Exercise requirements:
For this exercise, return all the data exactly as it stands.
►
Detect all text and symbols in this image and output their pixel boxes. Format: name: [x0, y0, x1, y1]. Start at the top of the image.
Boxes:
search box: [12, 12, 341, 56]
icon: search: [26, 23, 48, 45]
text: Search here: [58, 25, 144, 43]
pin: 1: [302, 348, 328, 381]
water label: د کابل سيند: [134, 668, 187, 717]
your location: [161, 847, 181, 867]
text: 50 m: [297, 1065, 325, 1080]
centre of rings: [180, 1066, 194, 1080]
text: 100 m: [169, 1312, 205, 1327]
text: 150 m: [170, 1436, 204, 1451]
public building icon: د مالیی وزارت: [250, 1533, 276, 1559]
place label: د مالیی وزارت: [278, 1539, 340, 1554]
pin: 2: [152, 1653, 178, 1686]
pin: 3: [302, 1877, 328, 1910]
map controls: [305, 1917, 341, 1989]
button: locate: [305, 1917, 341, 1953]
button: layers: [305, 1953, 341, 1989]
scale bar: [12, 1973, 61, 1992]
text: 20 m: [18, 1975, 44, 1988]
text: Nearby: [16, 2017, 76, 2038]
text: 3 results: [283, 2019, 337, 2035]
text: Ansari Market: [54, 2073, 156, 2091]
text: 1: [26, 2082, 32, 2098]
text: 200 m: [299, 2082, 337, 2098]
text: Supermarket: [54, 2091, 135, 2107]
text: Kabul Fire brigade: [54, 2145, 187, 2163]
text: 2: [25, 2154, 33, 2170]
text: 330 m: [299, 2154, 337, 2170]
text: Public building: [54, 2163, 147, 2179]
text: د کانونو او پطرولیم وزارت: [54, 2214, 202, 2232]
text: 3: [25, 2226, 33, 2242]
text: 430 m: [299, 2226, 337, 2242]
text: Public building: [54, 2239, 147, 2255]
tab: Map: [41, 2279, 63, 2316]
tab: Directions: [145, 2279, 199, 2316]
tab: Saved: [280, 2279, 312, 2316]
◄
Task response:
Detect all text and symbols in this image and output their pixel boxes. Format: name: [x0, y0, x1, y1]. Start at the top of the image.
Boxes:
search box: [12, 12, 341, 56]
icon: search: [26, 23, 48, 45]
text: Search here: [58, 25, 144, 43]
pin: 1: [302, 348, 328, 381]
water label: د کابل سيند: [134, 668, 187, 717]
your location: [161, 847, 181, 867]
text: 50 m: [297, 1065, 325, 1080]
centre of rings: [180, 1066, 194, 1080]
text: 100 m: [169, 1312, 205, 1327]
text: 150 m: [170, 1436, 204, 1451]
public building icon: د مالیی وزارت: [250, 1533, 276, 1559]
place label: د مالیی وزارت: [278, 1539, 340, 1554]
pin: 2: [152, 1653, 178, 1686]
pin: 3: [302, 1877, 328, 1910]
map controls: [305, 1917, 341, 1989]
button: locate: [305, 1917, 341, 1953]
button: layers: [305, 1953, 341, 1989]
scale bar: [12, 1973, 61, 1992]
text: 20 m: [18, 1975, 44, 1988]
text: Nearby: [16, 2017, 76, 2038]
text: 3 results: [283, 2019, 337, 2035]
text: Ansari Market: [54, 2073, 156, 2091]
text: 1: [26, 2082, 32, 2098]
text: 200 m: [299, 2082, 337, 2098]
text: Supermarket: [54, 2091, 135, 2107]
text: Kabul Fire brigade: [54, 2145, 187, 2163]
text: 2: [25, 2154, 33, 2170]
text: 330 m: [299, 2154, 337, 2170]
text: Public building: [54, 2163, 147, 2179]
text: د کانونو او پطرولیم وزارت: [54, 2214, 202, 2232]
text: 3: [25, 2226, 33, 2242]
text: 430 m: [299, 2226, 337, 2242]
text: Public building: [54, 2239, 147, 2255]
tab: Map: [41, 2279, 63, 2316]
tab: Directions: [145, 2279, 199, 2316]
tab: Saved: [280, 2279, 312, 2316]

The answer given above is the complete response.